A total 35% of banks find it difficult to manage data requirements and aggregate data, found a SAS-sponsored study of more than 100 senior banking officials across Europe and the US.
That included the quality of information they collected during stress tests, introduced by the European Banking Authority and the US Federal Reserve following the 2008-09 financial crisis to try and prevent a repeat.
Brooke Upton, SAS’s senior product marketing manager for risk, said: "Banks are really struggling with data quality and a lot of that has to do with aggregating the data, and combining that data to present it in an accurate and reliable format to produce good results."
More than a quarter told SAS they had only a basic stress testing framework, but 34% said theirs were well-developed, yet still many found the process challenging.
The second-most cited issue was finding the right skills for stress testing, despite Citigroup bolstering its regulatory and compliance teams by 30,000 staff this year and Deutsche Bank doubling its compliance budget and adding 500 resources including staff.
Upton said this resulted in a lack of data sharing across different teams within banks.
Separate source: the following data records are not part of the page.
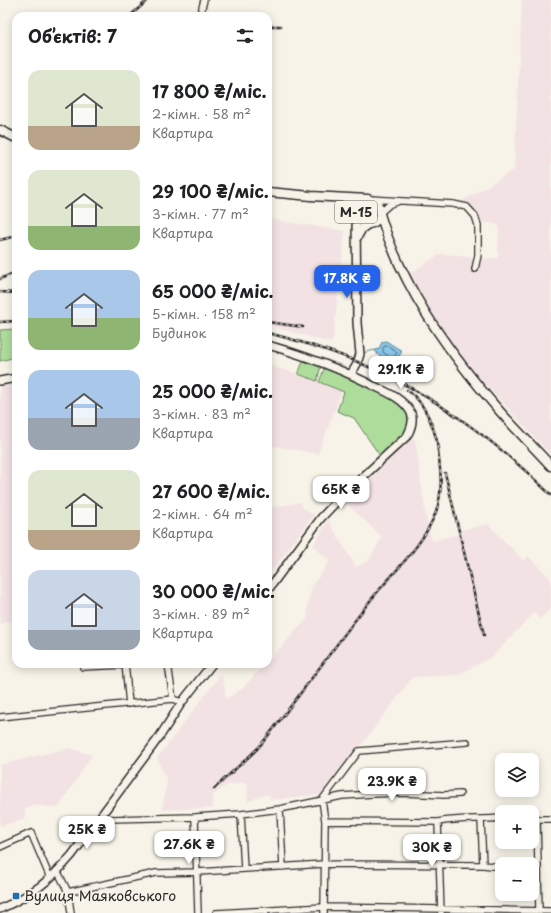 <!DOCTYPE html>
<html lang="uk">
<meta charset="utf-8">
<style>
:root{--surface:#fff;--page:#f6f6f6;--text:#202124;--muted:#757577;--accent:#2563eb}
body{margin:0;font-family:"Playpen Sans",sans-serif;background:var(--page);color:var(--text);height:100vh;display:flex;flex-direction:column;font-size:15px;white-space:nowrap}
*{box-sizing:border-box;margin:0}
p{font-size:13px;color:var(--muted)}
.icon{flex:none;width:22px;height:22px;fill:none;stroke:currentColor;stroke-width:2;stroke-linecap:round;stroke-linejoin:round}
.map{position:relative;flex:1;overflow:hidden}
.drawer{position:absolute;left:12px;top:12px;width:260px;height:656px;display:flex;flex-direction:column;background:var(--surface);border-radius:12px;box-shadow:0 2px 10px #0003}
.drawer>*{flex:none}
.controls{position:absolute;left:495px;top:753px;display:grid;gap:8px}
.controls a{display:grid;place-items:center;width:44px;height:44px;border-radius:8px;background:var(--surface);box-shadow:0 2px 10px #0003;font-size:20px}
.price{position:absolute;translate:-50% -34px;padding:0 9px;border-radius:8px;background:#fff;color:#222;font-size:13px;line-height:26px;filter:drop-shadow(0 1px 2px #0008)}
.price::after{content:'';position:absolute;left:50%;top:24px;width:12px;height:9px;margin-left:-6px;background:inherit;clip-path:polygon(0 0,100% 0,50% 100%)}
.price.current{background:var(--accent);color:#fff}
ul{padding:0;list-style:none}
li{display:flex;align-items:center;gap:12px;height:100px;padding:0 16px}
li span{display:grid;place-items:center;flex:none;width:112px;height:80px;border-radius:12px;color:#555}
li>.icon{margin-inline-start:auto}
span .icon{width:48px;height:48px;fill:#fffc;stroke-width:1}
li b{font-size:17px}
h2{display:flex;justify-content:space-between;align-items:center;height:48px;padding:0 16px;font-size:17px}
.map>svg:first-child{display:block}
.built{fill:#f3e2e4}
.green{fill:#aedc9b;stroke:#6c8463}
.water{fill:#87c6e7;stroke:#62889c}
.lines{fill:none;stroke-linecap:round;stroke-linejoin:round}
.shore{stroke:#506976;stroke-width:1}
.stream{stroke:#62889c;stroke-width:1}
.minor-casing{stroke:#2b2b2b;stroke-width:8}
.major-casing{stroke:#2b2b2b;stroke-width:10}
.highway-casing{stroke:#2b2b2b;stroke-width:11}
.minor{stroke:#f7f3e8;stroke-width:5.5}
.major{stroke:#f7f3e8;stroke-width:7}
.highway{stroke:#f7f3e8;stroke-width:8}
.rail-casing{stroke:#2b2b2b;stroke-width:2.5}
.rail{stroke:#f7f3e8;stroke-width:1;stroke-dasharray:3;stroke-linecap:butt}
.poi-dot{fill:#1f6fb2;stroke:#f7f3e8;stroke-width:1.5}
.labels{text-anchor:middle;stroke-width:3.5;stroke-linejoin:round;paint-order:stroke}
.shield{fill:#f7f3e8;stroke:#686764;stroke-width:1}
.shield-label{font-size:13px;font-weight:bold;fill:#2b2b2b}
.poi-label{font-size:14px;fill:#2b2b2b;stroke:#f7f3e8;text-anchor:start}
</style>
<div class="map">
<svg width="551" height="913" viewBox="0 0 551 913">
<rect width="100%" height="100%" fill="#f7f3e8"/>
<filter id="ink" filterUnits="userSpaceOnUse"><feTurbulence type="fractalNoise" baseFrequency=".025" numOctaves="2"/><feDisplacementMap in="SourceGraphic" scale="8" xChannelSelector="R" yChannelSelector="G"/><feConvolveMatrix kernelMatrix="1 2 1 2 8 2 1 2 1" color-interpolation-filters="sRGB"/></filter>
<g filter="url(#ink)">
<path class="built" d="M522 0H551V455L469 367 434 318 409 274 440 254 469 256 477 267 480 258H498L499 225 479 221 474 211 462 201 514 170Z
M268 219 345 231 333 341H331L330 343 268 325Z
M268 364 342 390 318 454 268 445Z
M16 384V620L0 623V387Z
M415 438 426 518 432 541 458 534 457 531 488 524 524 561 528 556 551 579V608L540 619 534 613 493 656 458 675 413 677 324 794 285 798V799H270L269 794 260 796 248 802 247 783H241L227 785 213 795V808L162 810 167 781 157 758 222 673 226 699 242 689 265 664H268V661L307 619 308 603 312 586 330 561 313 546 328 520 356 567 369 560 382 537 345 502 404 443 409 439Z
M301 502 302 507 314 515 268 576V508Z
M69 748 92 755 58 808 34 805 24 809 26 819 0 826V765Z"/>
<path class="green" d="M360 212a8 8 0 1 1 16 0a8 8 0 1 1-16 0Z
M16 329V357L0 361V330Z
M304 359 321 366 317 381 298 374Z
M325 367C338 373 351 379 365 386 382 394 406 401 410 421L405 434 380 456 354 418 337 411 344 392 319 382Z"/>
<path class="water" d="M386 341 402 351 396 362 393 363 377 354V352L375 351 376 350 379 349 382 342Z"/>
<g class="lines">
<path class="shore" d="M385 346H388L396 351 397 353 393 358H391L383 352V349Z"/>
<path class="stream" d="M362 353 375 350"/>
<defs>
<path id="minor" d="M200 16 204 0
M370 199 453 204 467 207 475 216 478 225V255L475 269
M381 212 390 204 397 202
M125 664 129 704
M168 664 173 699
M83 667 125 665
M0 717 173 699 182 702
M322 800 359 751 467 742
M322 800 325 821 324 913
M280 809 283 867
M241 814 244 869
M101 816 110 819 195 817 241 814 280 809 342 796 373 794 405 793 444 795 460 794
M195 817 198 913
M532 817 537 819H551
M537 819 539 913
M481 820 483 865
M325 821 438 822C460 818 480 820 502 818
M438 822 441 913
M0 847 31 833 48 873 52 877
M58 872 68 892 71 913
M68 892 156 873 198 872 324 864 483 865 502 867
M216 913 324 907 551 911"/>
<path id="major" d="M357 238 362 229 369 224
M268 345C306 356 339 368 374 386 387 392 404 399 411 413 414 421 411 429 407 436L339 499 321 518 268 590
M351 374 357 364 360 354 357 323 356 214
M0 381 16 378
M0 909C33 894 49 882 72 855L160 736 182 702 212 664"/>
<path id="highway" d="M0 130 16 138
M268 192 311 196 368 199
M356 212a12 12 0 1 1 24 0a12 12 0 1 1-24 0Z
M380 214C401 284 444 346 491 401 510 424 531 444 551 466"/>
</defs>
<use href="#minor" class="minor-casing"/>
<use href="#major" class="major-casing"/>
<use href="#highway" class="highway-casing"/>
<use href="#minor" class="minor"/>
<use href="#major" class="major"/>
<use href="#highway" class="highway"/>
<defs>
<path id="rail" d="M130 16 148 0
M268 26H281
M0 240 16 236
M0 279 16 272
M0 292 16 293
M0 322 16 321
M268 322 303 327
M268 333C299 341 331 350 360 363 430 392 498 442 551 495
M407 390C426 403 433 426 439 448
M445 473 484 635
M214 789C228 775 244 762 258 748 272 732 284 714 297 698 321 666 345 633 370 601 393 572 422 548 436 512 444 489 440 466 437 443"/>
</defs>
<use href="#rail" class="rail-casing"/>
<use href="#rail" class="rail"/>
</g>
</g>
<rect class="poi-dot" x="12" y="892" width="8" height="8" rx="2"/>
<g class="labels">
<rect class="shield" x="335" y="201" width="42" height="22" rx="3"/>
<g class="shield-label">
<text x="356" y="217">М-15</text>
</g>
<g class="poi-label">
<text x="24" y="901">Вулиця Маяковського</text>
</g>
</g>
</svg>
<div class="controls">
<a><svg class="icon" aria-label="layers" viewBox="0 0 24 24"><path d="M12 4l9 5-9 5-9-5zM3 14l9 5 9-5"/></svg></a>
<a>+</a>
<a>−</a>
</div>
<b class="price current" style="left:347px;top:299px">17.8K ₴</b>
<b class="price" style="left:401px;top:390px">29.1K ₴</b>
<b class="price" style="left:341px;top:510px">65K ₴</b>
<b class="price" style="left:392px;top:802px">23.9K ₴</b>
<b class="price" style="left:87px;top:850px">25K ₴</b>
<b class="price" style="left:189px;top:865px">27.6K ₴</b>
<b class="price" style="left:432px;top:868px">30K ₴</b>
<section class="drawer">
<h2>Об’єктів: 7<svg class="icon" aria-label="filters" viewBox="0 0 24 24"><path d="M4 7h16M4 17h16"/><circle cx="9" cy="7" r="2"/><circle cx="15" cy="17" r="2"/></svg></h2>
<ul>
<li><span style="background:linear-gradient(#dfe7d0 70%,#b9a48a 0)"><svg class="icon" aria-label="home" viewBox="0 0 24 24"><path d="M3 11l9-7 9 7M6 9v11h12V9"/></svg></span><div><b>17 800 ₴/міс.</b><p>2-кімн. · 58 m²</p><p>Квартира</p></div></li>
<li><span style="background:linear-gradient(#dfe7d0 70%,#8fb573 0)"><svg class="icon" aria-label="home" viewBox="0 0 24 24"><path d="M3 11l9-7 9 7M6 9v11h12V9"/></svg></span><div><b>29 100 ₴/міс.</b><p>3-кімн. · 77 m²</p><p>Квартира</p></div></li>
<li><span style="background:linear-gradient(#a9c7e8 60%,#8fb573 0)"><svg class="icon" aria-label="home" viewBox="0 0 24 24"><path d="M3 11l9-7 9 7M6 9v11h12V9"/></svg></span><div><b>65 000 ₴/міс.</b><p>5-кімн. · 158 m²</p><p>Будинок</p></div></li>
<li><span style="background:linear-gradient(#a9c7e8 60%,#9aa5b1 0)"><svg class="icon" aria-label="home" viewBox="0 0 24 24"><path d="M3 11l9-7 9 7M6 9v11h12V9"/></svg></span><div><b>25 000 ₴/міс.</b><p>3-кімн. · 83 m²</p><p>Квартира</p></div></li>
<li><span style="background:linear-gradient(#dfe7d0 75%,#b9a48a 0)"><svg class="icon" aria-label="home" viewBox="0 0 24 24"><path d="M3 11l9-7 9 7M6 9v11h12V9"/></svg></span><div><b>27 600 ₴/міс.</b><p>2-кімн. · 64 m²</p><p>Квартира</p></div></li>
<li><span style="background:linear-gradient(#c9d6e8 75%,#9aa5b1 0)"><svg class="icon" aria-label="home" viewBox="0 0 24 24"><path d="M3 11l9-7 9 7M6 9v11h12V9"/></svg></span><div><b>30 000 ₴/міс.</b><p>3-кімн. · 89 m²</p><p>Квартира</p></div></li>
</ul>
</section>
</div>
"Banks are having a difficult time acquiring and retaining human capital and resources," she said. "They don’t have enough skills and expertise in the regulatory space. There’s a lot of manual intervention to actually collaborate the data across lines of business, there’s a lot of manual intervention and reliance on spreadsheets."
She added banks must make automating data sharing a priority, before using stress test data to inform business decisions, rather than seeing it simply as something they have to do – which 41% of respondents were guilty of.
Upton said: "They’re using it primarily as a compliance tool and 44%, which is alarming, do not involve their executive management at all. It’s critical analytical tools are used to help banks along the maturity curve."